Steve was offered an opportunity to get closer to the business of music in 1977 with his appointment as East Coast Director of A&R and later as Vice President of Mercury Records. As a New York A&R executive in Dublin, Steve had also passed on a young group by the name of U2, a decision that Steve would regret for the rest of his life. It was during his visits to Ireland that Steve became enamored with all things Irish, especially the traditional music and Irish literature. This awareness turned into obsession and in 1987, Steve became Managing Director of Green Linnet Records, the foremost record label of traditional Irish music in America. Steve stayed on at Green Linnet for five years, during which time he married his one true love, Alison Palmer, a ceramic artist. Steve still performs, is a professional photographer, and is now in the process of writing his memoirs, the book, "Blood, Sweat & My Rock and Roll Years, will be published in the Spring of 2015 by Lyons Press.

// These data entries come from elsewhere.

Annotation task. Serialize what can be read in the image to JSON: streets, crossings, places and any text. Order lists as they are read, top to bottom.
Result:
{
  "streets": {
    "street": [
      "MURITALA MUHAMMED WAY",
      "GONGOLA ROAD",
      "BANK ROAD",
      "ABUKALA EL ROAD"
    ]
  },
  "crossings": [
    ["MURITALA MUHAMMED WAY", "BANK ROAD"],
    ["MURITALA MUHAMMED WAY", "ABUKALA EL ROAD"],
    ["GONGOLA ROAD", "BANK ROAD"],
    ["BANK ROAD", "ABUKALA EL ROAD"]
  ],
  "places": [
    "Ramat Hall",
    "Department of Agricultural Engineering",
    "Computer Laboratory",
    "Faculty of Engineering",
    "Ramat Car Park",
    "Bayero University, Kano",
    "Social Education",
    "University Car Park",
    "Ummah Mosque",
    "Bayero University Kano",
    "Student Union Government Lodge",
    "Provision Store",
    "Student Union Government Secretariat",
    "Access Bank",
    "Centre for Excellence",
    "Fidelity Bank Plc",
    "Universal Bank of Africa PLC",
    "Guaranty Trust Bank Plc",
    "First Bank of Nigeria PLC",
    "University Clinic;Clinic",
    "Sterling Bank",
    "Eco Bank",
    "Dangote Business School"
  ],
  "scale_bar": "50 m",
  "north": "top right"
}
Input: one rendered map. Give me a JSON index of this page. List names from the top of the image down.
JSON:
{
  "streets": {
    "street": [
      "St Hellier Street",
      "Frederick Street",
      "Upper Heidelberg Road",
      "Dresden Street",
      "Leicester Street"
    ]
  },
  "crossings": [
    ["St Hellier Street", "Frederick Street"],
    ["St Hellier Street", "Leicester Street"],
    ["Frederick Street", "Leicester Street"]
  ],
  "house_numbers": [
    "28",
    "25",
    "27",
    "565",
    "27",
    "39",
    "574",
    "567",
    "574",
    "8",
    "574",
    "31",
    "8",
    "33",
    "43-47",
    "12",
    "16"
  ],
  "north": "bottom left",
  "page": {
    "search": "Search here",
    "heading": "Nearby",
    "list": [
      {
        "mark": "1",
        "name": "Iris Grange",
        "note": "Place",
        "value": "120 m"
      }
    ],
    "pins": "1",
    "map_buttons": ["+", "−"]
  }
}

What do you learn about yourself from the blues and what does the blues mean to you?
I didn’t learn so much about myself because my background and environment was so much different then the environment that created and sustained the blues. I saw the blues as the most American of musical forms, created within the Black community, reflecting very harsh social conditions and how the Black community reacted to those conditions. That was from a purely objective and historical point of view. From a subjective point of view, I related to the blues because it was soulful and real and I wanted to be able to get inside of it and feel the freedom and pain and joy that the blues had to offer...
How do you describe Steve Katz sound and songbook? What characterize your music philosophy?
I don’t think there is a “Steve Katz” sound. My songs have mostly been about ill-fated or unrequited love affairs, written and performed as ballads. My musical philosophy has always been limited by my ability. I can interpret a blues, but I could never write one. I’ve never lived in that kind of environment. As far as my taste in music, I very simply enjoy anything that, to my ears, is good.
Which is the most interesting period in your life? Which was the best and worst moment of your career?
The most interesting period would be when I was in The Blues Project. It was the mid-sixties. The times were changing, people’s taste and politics were changing, and we were experimenting. We lived as a band, not making very much money but fervently believing in what we were doing.
Are there any memories from Blood, Sweat & Tears and The Blues Project which you’d like to share with us?
My favorite gig with The Blues Project was at Murray the K’s last big show in New York. The bill also included Cream and The Who - first time in America for both bands. The audiences were practically empty, but where else could you get a chance to jam backstage with Wilson Picket, Eric Clapton, Buddy Miles, etc? It was 9 days of fun and a lot of great memories. I also loved playing the Monterey Pop Festival where I got to shake hands with Otis Redding, watch Janis sing “Ball and Chain” from the sidelines, and have a hot dog with Jimi Hendrix just before he went on. With Blood, Sweat & Tears, I’d have to say finding out that our second album reached #1 and receiving our Album of the Year Grammy from Louis Armstrong at the Grammy Awards.
What are your hopes and fears for the future of music?
My hope is that young people discover all the great music from the world’s cultures and past - that they listen in the best possible environment and start taking music seriously instead of something to be enjoyed in the background. There is almost an infinite amount of great music that’s been recorded in the past 100 years or so and, for the average listener, yet to be discovered. My fear for the future is that musicians will keep getting screwed out of royalties by corporate interests.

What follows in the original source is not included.